→ **RECORDS FOR THE TASK**
________________________
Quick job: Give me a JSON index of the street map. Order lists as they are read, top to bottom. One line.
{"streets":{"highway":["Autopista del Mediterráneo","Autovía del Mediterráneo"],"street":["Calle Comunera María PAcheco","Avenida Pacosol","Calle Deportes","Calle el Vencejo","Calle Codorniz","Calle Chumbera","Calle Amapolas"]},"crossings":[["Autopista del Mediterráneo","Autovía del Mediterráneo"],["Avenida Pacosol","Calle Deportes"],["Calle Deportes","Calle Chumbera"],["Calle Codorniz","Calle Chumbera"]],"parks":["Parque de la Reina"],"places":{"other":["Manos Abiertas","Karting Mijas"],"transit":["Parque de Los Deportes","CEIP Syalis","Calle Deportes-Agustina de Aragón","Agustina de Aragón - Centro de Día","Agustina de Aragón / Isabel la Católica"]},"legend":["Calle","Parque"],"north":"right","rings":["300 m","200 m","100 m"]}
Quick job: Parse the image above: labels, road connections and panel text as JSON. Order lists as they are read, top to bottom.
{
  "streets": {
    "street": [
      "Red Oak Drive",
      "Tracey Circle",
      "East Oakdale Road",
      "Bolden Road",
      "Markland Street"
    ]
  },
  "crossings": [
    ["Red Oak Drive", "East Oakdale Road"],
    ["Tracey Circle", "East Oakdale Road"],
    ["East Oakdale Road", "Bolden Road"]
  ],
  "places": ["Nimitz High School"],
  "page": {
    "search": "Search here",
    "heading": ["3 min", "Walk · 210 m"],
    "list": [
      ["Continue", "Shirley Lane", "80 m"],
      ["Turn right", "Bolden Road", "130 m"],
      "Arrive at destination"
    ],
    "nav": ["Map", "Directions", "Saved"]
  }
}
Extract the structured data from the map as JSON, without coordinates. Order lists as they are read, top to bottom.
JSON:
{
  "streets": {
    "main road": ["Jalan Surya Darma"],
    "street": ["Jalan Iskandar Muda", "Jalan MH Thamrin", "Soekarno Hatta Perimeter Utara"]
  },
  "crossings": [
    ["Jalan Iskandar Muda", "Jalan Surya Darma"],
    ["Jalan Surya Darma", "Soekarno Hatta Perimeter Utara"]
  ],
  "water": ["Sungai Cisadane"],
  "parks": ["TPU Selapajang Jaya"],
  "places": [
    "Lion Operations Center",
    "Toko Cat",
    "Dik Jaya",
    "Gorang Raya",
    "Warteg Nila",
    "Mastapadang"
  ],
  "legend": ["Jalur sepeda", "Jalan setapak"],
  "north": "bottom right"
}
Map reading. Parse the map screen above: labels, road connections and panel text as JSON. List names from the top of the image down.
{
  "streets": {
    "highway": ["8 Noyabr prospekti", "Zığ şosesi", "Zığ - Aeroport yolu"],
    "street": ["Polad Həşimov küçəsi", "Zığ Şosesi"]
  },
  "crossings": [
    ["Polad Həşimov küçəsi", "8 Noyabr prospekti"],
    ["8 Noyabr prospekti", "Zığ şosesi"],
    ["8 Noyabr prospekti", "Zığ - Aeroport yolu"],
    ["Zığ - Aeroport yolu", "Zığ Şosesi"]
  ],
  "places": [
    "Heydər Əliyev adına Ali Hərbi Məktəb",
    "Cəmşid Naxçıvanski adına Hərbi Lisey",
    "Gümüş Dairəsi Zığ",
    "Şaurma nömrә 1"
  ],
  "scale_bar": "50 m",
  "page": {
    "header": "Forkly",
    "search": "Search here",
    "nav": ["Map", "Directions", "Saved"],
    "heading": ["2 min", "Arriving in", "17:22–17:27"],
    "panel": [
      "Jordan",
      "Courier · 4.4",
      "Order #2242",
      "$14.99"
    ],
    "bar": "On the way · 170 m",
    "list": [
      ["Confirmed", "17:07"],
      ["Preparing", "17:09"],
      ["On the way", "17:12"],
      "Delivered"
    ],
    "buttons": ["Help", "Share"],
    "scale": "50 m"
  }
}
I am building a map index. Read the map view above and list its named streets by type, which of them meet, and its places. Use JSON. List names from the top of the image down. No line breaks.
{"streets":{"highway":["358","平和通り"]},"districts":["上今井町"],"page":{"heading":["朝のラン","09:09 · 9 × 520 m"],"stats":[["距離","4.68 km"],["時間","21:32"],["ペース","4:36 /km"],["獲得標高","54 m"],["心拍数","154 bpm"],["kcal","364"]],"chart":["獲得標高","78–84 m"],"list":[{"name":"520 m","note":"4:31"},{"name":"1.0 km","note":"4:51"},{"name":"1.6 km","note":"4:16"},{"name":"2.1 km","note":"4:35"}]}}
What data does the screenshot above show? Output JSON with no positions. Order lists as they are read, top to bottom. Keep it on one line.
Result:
________________________
Copy each line of the material exactly as shown.

→ **EXERCISE RESULT**
Quick job: Give me a JSON index of the street map. Order lists as they are read, top to bottom. One line.
{"streets":{"highway":["Autopista del Mediterráneo","Autovía del Mediterráneo"],"street":["Calle Comunera María PAcheco","Avenida Pacosol","Calle Deportes","Calle el Vencejo","Calle Codorniz","Calle Chumbera","Calle Amapolas"]},"crossings":[["Autopista del Mediterráneo","Autovía del Mediterráneo"],["Avenida Pacosol","Calle Deportes"],["Calle Deportes","Calle Chumbera"],["Calle Codorniz","Calle Chumbera"]],"parks":["Parque de la Reina"],"places":{"other":["Manos Abiertas","Karting Mijas"],"transit":["Parque de Los Deportes","CEIP Syalis","Calle Deportes-Agustina de Aragón","Agustina de Aragón - Centro de Día","Agustina de Aragón / Isabel la Católica"]},"legend":["Calle","Parque"],"north":"right","rings":["300 m","200 m","100 m"]}
Quick job: Parse the image above: labels, road connections and panel text as JSON. Order lists as they are read, top to bottom.
{
  "streets": {
    "street": [
      "Red Oak Drive",
      "Tracey Circle",
      "East Oakdale Road",
      "Bolden Road",
      "Markland Street"
    ]
  },
  "crossings": [
    ["Red Oak Drive", "East Oakdale Road"],
    ["Tracey Circle", "East Oakdale Road"],
    ["East Oakdale Road", "Bolden Road"]
  ],
  "places": ["Nimitz High School"],
  "page": {
    "search": "Search here",
    "heading": ["3 min", "Walk · 210 m"],
    "list": [
      ["Continue", "Shirley Lane", "80 m"],
      ["Turn right", "Bolden Road", "130 m"],
      "Arrive at destination"
    ],
    "nav": ["Map", "Directions", "Saved"]
  }
}
Extract the structured data from the map as JSON, without coordinates. Order lists as they are read, top to bottom.
JSON:
{
  "streets": {
    "main road": ["Jalan Surya Darma"],
    "street": ["Jalan Iskandar Muda", "Jalan MH Thamrin", "Soekarno Hatta Perimeter Utara"]
  },
  "crossings": [
    ["Jalan Iskandar Muda", "Jalan Surya Darma"],
    ["Jalan Surya Darma", "Soekarno Hatta Perimeter Utara"]
  ],
  "water": ["Sungai Cisadane"],
  "parks": ["TPU Selapajang Jaya"],
  "places": [
    "Lion Operations Center",
    "Toko Cat",
    "Dik Jaya",
    "Gorang Raya",
    "Warteg Nila",
    "Mastapadang"
  ],
  "legend": ["Jalur sepeda", "Jalan setapak"],
  "north": "bottom right"
}
Map reading. Parse the map screen above: labels, road connections and panel text as JSON. List names from the top of the image down.
{
  "streets": {
    "highway": ["8 Noyabr prospekti", "Zığ şosesi", "Zığ - Aeroport yolu"],
    "street": ["Polad Həşimov küçəsi", "Zığ Şosesi"]
  },
  "crossings": [
    ["Polad Həşimov küçəsi", "8 Noyabr prospekti"],
    ["8 Noyabr prospekti", "Zığ şosesi"],
    ["8 Noyabr prospekti", "Zığ - Aeroport yolu"],
    ["Zığ - Aeroport yolu", "Zığ Şosesi"]
  ],
  "places": [
    "Heydər Əliyev adına Ali Hərbi Məktəb",
    "Cəmşid Naxçıvanski adına Hərbi Lisey",
    "Gümüş Dairəsi Zığ",
    "Şaurma nömrә 1"
  ],
  "scale_bar": "50 m",
  "page": {
    "header": "Forkly",
    "search": "Search here",
    "nav": ["Map", "Directions", "Saved"],
    "heading": ["2 min", "Arriving in", "17:22–17:27"],
    "panel": [
      "Jordan",
      "Courier · 4.4",
      "Order #2242",
      "$14.99"
    ],
    "bar": "On the way · 170 m",
    "list": [
      ["Confirmed", "17:07"],
      ["Preparing", "17:09"],
      ["On the way", "17:12"],
      "Delivered"
    ],
    "buttons": ["Help", "Share"],
    "scale": "50 m"
  }
}
I am building a map index. Read the map view above and list its named streets by type, which of them meet, and its places. Use JSON. List names from the top of the image down. No line breaks.
{"streets":{"highway":["358","平和通り"]},"districts":["上今井町"],"page":{"heading":["朝のラン","09:09 · 9 × 520 m"],"stats":[["距離","4.68 km"],["時間","21:32"],["ペース","4:36 /km"],["獲得標高","54 m"],["心拍数","154 bpm"],["kcal","364"]],"chart":["獲得標高","78–84 m"],"list":[{"name":"520 m","note":"4:31"},{"name":"1.0 km","note":"4:51"},{"name":"1.6 km","note":"4:16"},{"name":"2.1 km","note":"4:35"}]}}
What data does the screenshot above show? Output JSON with no positions. Order lists as they are read, top to bottom. Keep it on one line.
Result:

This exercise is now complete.